CAMBRIDGE, Mass., April 4, 2024 /PRNewswire/ -- Myeloid Therapeutics, Inc. ('Myeloid'), a clinical stage biotechnology company advancing RNA immunotherapies to conquer cancer, announced that it will provide a preclinical update for MT-302, its novel TROP2-targeting RNA CAR at the 2024 American Association for Cancer Research (AACR) Annual Meeting.

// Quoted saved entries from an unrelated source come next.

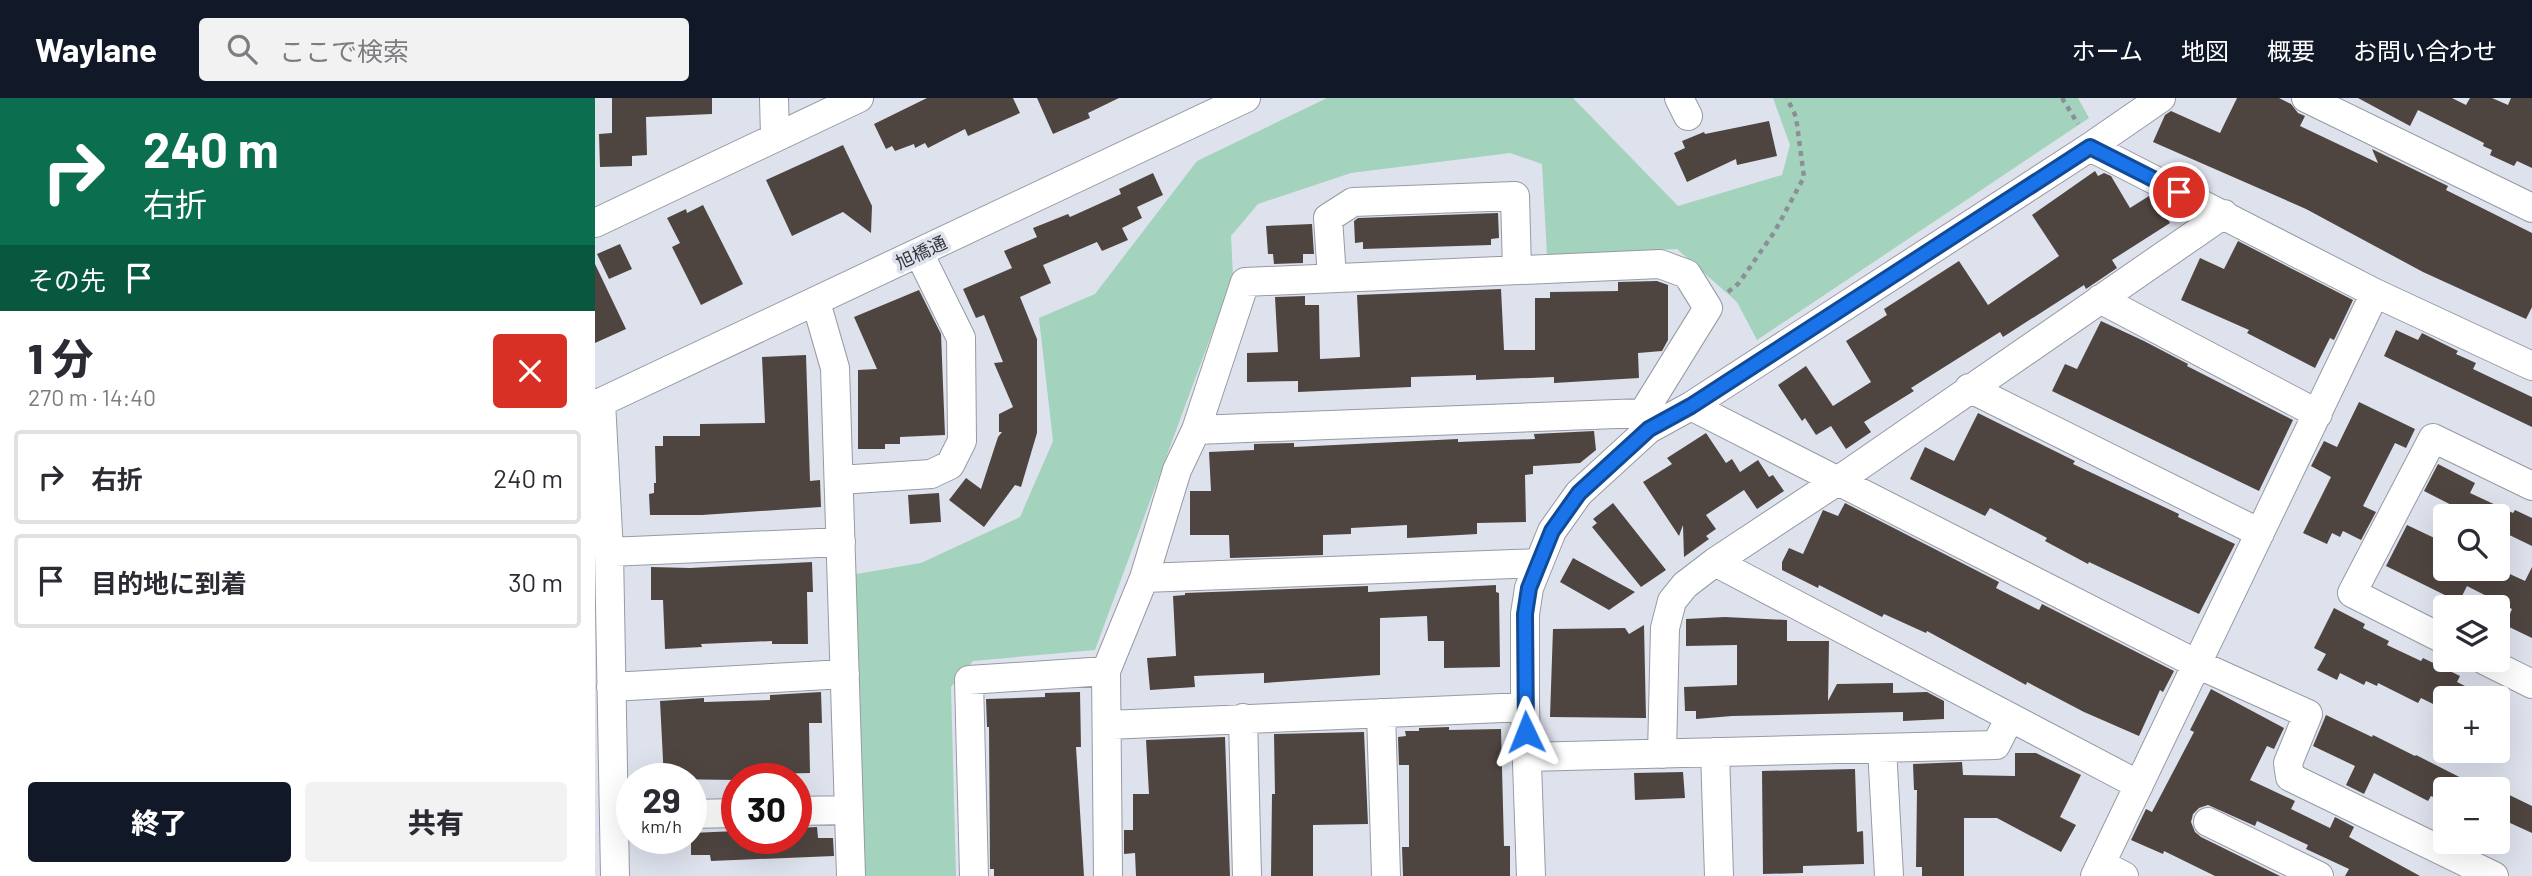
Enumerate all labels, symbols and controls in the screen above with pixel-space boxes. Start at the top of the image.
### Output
search box [199,18,689,81]
text: Waylane [35,29,157,69]
icon: search [223,30,261,68]
text: ここで検索 [279,35,409,66]
text: ホーム [2072,36,2143,65]
text: 地図 [2181,36,2229,65]
text: 概要 [2267,36,2315,65]
text: お問い合わせ [2353,36,2497,65]
text: 240 m [143,119,279,178]
icon: right [28,126,119,217]
pin [2149,162,2209,222]
icon: arrive [2160,173,2198,211]
text: 右折 [143,184,207,222]
street label: 旭橋通 [892,231,950,273]
icon: arrive [120,259,158,297]
text: その先 [28,264,106,295]
text: 1 分 [28,332,93,382]
button: close [493,334,567,408]
text: 270 m · 14:40 [28,383,156,411]
icon: right [32,458,70,496]
text: 240 m [493,462,563,493]
text: 右折 [91,463,143,494]
map controls [2433,504,2510,854]
button: search [2433,504,2510,581]
icon: arrive [32,562,70,600]
text: 30 m [508,566,563,597]
text: 目的地に到着 [91,567,247,598]
button: layers [2433,595,2510,672]
button: + [2433,686,2510,763]
position arrow [1489,695,1563,769]
speed limit sign: 30 [721,763,812,854]
button: − [2433,777,2510,854]
text: 29 [642,778,681,820]
button: 終了 [28,782,291,862]
button: 共有 [305,782,567,862]
text: km/h [641,815,682,837]

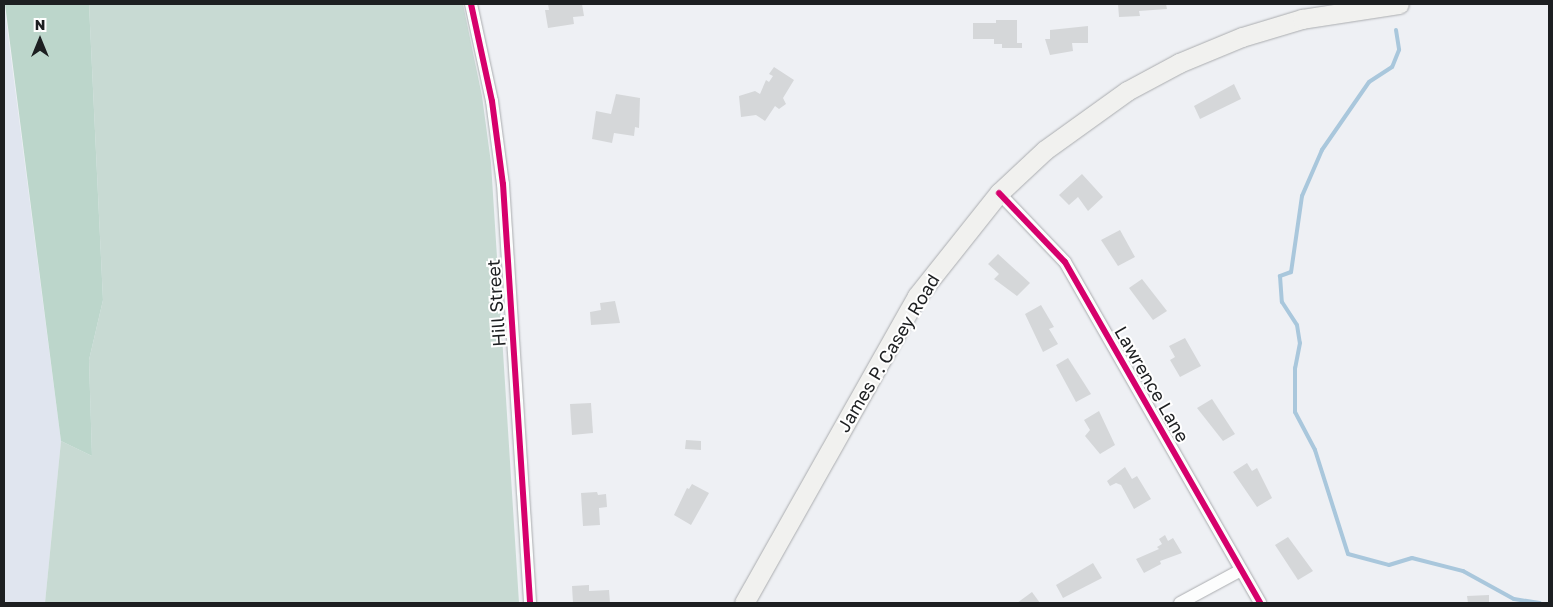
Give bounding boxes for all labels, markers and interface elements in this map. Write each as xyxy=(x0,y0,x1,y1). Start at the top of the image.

马萨诸塞州剑桥，2024年4月4日/PRNewswire/--Myeloid Therapeutics，Inc.（“Myeloid”）是一家临床阶段生物技术公司，致力于推进RNA免疫疗法以征服癌症，宣布将在2024年美国癌症研究协会（AACR）年会上为MT-302（其新型TROP2靶向RNA CAR）提供临床前更新。

MT-302 is currently in a Phase 1 study to assess the therapy's safety and activity in patients with advanced or metastatic epithelial tumors. This advancing study represents the first human trial of any in vivo chimeric antigen receptor (CAR) therapy. Myeloid will also share information on its portfolio of immune cell programming CARs..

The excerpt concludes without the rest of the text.